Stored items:

● ● ● ● ● ● ●

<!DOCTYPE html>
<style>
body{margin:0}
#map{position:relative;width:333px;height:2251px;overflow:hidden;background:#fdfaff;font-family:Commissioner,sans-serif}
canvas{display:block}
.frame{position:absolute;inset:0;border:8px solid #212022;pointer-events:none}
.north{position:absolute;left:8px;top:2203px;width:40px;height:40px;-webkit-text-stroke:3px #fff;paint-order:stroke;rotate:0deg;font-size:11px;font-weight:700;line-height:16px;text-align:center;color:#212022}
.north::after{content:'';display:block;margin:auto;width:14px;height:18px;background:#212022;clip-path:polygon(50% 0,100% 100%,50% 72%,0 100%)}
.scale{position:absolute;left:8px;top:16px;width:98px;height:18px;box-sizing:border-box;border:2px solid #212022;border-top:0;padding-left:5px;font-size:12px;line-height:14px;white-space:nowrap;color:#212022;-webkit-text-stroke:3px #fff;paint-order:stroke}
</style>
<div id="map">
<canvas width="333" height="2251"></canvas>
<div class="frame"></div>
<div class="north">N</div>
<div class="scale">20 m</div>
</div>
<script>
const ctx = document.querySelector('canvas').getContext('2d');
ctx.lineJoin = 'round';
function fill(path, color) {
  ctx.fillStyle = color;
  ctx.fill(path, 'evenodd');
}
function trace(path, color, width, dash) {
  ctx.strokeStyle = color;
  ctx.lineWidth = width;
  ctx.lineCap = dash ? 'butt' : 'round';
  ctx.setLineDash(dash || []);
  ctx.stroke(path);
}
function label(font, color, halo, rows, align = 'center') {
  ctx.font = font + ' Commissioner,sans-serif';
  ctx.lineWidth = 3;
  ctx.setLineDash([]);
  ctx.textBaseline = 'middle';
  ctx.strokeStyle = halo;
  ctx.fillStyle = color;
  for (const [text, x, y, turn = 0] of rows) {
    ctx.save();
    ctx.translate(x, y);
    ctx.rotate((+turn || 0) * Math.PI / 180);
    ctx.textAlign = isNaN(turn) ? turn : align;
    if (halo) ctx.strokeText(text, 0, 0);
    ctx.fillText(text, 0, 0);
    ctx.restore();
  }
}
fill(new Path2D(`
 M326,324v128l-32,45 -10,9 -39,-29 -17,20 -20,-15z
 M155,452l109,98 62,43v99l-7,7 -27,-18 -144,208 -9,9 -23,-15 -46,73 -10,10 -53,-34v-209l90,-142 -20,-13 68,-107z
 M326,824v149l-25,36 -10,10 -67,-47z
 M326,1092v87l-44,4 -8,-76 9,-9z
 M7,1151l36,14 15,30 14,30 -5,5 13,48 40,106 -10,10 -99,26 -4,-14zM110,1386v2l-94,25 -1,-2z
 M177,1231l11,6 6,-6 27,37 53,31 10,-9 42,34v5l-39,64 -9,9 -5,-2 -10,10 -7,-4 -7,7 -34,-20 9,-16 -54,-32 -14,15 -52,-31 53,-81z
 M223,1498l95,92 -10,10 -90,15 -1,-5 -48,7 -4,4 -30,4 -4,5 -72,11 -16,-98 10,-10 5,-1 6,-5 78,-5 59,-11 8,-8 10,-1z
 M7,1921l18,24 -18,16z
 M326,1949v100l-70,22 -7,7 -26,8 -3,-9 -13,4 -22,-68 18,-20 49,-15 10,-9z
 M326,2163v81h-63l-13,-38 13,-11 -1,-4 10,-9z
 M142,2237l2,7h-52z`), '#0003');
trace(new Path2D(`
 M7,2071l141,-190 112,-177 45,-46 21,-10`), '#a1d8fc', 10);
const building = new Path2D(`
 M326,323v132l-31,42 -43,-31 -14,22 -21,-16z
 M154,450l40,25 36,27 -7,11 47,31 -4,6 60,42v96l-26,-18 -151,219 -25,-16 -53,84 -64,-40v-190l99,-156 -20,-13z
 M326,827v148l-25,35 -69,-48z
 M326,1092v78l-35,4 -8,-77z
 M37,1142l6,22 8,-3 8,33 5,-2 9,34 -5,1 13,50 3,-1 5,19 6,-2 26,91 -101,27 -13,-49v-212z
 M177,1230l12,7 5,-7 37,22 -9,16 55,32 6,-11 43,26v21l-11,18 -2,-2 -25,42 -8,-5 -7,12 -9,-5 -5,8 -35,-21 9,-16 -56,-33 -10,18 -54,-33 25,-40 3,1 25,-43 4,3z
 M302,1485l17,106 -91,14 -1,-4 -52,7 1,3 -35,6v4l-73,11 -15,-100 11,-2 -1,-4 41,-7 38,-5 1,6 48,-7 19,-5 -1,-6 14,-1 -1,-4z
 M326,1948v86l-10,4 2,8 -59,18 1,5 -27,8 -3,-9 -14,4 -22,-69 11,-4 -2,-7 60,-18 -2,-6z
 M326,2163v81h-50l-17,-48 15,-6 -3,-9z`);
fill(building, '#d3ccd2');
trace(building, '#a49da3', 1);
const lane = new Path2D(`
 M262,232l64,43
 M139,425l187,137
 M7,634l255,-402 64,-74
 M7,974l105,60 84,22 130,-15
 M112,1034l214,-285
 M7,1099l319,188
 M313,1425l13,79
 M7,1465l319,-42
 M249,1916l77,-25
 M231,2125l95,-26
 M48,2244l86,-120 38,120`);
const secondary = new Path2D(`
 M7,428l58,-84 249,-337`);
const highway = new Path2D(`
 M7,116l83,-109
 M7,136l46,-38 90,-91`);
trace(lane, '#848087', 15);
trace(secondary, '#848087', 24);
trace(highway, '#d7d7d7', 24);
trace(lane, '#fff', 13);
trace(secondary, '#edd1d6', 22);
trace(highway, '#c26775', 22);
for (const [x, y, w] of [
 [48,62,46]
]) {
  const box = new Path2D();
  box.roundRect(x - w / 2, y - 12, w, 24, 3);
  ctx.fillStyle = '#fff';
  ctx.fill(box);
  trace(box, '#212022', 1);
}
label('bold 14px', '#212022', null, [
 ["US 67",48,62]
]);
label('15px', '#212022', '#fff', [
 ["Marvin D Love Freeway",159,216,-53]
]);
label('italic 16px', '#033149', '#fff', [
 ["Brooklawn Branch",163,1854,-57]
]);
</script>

● ● ● ● ● ● ●

**Exercise goal**: The required output is every line from the one with "const box = new Path2D();" to the final line of the entries, repeated exactly and with nothing else.

**Answer below**:
  const box = new Path2D();
  box.roundRect(x - w / 2, y - 12, w, 24, 3);
  ctx.fillStyle = '#fff';
  ctx.fill(box);
  trace(box, '#212022', 1);
}
label('bold 14px', '#212022', null, [
 ["US 67",48,62]
]);
label('15px', '#212022', '#fff', [
 ["Marvin D Love Freeway",159,216,-53]
]);
label('italic 16px', '#033149', '#fff', [
 ["Brooklawn Branch",163,1854,-57]
]);
</script>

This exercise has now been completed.